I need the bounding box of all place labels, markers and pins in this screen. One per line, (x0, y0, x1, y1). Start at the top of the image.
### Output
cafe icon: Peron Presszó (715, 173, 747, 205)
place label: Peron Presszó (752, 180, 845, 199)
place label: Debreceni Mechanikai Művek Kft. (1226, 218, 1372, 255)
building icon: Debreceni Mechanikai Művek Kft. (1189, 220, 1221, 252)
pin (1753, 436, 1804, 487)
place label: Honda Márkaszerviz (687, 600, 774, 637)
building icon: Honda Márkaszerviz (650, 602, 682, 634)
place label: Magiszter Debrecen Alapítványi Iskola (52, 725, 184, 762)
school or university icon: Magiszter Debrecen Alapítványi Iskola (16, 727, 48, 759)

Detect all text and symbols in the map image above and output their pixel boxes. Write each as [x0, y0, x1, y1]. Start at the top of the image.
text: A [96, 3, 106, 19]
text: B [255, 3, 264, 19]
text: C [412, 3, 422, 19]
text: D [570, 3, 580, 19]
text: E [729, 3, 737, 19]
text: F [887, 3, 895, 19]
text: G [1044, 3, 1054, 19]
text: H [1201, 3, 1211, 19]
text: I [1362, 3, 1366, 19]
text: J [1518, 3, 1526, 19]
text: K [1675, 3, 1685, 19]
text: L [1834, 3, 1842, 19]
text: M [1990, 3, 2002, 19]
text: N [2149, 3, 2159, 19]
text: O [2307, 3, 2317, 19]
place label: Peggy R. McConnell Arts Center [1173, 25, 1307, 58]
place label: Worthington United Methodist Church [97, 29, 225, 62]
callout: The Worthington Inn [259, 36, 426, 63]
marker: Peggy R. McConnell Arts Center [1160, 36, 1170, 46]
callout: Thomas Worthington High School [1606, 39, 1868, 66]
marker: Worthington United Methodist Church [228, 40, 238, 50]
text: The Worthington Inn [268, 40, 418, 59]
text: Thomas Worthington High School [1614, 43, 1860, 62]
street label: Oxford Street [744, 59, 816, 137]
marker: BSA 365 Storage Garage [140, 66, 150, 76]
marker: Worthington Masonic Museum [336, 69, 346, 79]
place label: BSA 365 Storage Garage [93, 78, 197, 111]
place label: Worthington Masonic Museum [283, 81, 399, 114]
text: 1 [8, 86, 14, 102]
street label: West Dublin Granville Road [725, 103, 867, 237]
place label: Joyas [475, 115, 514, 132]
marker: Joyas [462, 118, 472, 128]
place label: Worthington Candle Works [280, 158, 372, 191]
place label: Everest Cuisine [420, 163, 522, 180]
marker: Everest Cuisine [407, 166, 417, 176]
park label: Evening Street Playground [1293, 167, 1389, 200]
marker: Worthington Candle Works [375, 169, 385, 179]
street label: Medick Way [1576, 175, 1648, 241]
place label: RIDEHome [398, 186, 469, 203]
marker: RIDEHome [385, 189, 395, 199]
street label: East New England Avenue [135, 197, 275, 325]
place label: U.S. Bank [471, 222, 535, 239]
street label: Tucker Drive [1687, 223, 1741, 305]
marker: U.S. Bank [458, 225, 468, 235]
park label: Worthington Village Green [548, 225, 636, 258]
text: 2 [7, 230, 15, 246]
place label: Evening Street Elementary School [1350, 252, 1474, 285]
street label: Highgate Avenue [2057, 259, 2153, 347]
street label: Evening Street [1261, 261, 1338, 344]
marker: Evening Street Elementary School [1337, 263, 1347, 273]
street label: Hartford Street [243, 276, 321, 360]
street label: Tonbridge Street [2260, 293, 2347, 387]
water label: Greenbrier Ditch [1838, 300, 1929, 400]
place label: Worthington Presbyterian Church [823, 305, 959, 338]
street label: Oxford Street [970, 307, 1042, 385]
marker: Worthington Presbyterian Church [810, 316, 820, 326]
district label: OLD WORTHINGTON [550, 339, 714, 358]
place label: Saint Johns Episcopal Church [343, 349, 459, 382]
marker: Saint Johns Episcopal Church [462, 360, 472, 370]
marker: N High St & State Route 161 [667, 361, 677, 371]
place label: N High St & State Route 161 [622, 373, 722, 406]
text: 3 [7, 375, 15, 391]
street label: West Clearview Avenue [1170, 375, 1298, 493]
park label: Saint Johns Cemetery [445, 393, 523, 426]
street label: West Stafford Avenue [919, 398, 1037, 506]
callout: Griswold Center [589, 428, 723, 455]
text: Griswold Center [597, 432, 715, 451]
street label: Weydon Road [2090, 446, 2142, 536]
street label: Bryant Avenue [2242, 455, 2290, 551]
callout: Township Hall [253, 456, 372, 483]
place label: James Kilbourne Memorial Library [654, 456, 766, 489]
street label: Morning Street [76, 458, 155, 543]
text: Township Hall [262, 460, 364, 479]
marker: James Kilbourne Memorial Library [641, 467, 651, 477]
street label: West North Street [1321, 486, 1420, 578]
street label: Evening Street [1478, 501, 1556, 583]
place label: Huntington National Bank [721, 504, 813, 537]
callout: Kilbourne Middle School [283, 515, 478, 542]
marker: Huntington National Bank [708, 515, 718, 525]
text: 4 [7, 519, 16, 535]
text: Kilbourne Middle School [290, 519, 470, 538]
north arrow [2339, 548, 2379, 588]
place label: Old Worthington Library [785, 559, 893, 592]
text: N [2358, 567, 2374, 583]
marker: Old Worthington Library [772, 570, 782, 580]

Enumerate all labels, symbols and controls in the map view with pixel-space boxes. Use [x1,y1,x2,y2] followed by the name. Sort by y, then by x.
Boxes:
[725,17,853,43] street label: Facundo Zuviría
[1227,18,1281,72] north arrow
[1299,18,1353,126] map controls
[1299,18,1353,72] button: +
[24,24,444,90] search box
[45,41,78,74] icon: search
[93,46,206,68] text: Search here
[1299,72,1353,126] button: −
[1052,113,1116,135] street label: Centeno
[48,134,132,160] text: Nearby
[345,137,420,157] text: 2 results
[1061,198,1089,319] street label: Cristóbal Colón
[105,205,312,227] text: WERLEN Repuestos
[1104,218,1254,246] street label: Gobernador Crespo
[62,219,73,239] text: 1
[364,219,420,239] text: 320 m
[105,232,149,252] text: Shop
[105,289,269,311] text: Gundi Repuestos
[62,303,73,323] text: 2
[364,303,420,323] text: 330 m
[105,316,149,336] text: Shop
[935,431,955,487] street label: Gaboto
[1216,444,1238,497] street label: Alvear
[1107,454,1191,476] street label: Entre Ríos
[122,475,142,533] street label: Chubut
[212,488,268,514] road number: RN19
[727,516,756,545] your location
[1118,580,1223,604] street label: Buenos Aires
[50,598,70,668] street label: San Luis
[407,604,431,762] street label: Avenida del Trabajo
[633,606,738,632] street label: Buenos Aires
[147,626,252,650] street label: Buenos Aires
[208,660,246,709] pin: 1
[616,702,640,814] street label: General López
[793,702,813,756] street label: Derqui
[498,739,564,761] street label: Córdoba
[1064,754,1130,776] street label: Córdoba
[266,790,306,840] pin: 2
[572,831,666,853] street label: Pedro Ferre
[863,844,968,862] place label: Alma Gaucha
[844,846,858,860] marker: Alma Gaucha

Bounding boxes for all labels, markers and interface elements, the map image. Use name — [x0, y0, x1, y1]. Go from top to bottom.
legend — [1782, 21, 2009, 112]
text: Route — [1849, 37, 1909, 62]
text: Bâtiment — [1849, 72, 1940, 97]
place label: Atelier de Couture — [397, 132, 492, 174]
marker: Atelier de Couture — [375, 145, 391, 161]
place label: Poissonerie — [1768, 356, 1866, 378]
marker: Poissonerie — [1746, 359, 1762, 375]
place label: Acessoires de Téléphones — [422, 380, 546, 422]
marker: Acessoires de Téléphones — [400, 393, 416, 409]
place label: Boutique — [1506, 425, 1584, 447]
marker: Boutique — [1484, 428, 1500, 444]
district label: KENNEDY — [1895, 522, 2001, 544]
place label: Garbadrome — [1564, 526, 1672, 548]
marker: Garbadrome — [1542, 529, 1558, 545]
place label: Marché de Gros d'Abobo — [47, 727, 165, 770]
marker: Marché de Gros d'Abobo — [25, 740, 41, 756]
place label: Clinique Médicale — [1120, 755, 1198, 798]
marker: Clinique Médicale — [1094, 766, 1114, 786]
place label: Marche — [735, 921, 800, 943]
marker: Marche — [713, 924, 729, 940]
----
* Activity: Search the records above for the word "Iskola", then say how many lines contain it. Give the number alone.

* Result of this task: 2